What Can We Learn From America’s Greatest President?

Glenn Wishnew | Est. 5 minutes

New Testament scholar C.H. Dodd said “Parables are like seeds; they grow in the fertile soil of the listener's mind." A parable offers a structure for the imagination, a vantage point to observe the present and envision the future.

In each of the next 3 stories, Abraham Lincoln faced a difficult leadership situation. My hope is that his example will inspire you when you face similar challenges.

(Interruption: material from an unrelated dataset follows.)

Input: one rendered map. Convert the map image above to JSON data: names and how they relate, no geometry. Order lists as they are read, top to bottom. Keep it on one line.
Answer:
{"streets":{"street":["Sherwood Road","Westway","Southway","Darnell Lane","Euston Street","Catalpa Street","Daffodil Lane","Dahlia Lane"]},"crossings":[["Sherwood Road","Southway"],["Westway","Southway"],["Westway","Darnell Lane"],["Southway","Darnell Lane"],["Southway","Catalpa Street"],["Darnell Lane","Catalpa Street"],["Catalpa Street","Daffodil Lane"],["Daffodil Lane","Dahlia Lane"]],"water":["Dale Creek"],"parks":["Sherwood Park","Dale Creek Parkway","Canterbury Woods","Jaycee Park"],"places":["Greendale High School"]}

Blessed Are The Peacemakers

Up until 1855, Lincoln’s life was up and down, a cycle of lofty ambitions and crushing setbacks. He starts his own business, but all he earns is debt. He’s elected to the House of Representatives, but he fails to secure reelection. After that defeat, Lincoln retreats from politics.

The Kansas-Nebraska act reawakens Lincoln’s political ambitions. Extending slavery into the western territories through ‘popular sovereignty’ was not just legally objectionable for Lincoln, but morally dubious as well. In the Illinois State elections of 1854, the anti-Nebraska Whigs earn a narrow majority in the legislature thanks in part to Lincoln’s leadership. Lincoln then leverages that momentum and runs for Senator.

To win, he needs to receive 51 votes from the state legislature. Lincoln’s opponents are two Democrats: a pro-Nebraska candidate James Shields and an anti-Nebraska candidate Lyman Trumbull. Lincoln is the overwhelming favorite among the majority who oppose the Nebraska act.

On the first ballot, Lincoln receives 45 votes, Shields gets 41 and Trumbull earns 5. If Lincoln can persuade the Trumbull Democrats to align with him, he’ll win the race.

Six further ballots are taken without a winner. At this point, Lincoln can call for another vote hoping Trumbull’s 5 will budge. Or Lincoln can withdraw his candidacy, and his supporters will migrate to Trumbull. If neither him nor Trumbull can get to 51 votes, the pro-Nebraska, pro-slavery Democrats will select the next U.S. Senator.

The outcomes are laid out for Lincoln: persuade Trumbull’s voters and win, fail to persuade them and risk slavery’s expansion westward, or withdraw from the race and forfeit a rare opportunity for a Senate seat.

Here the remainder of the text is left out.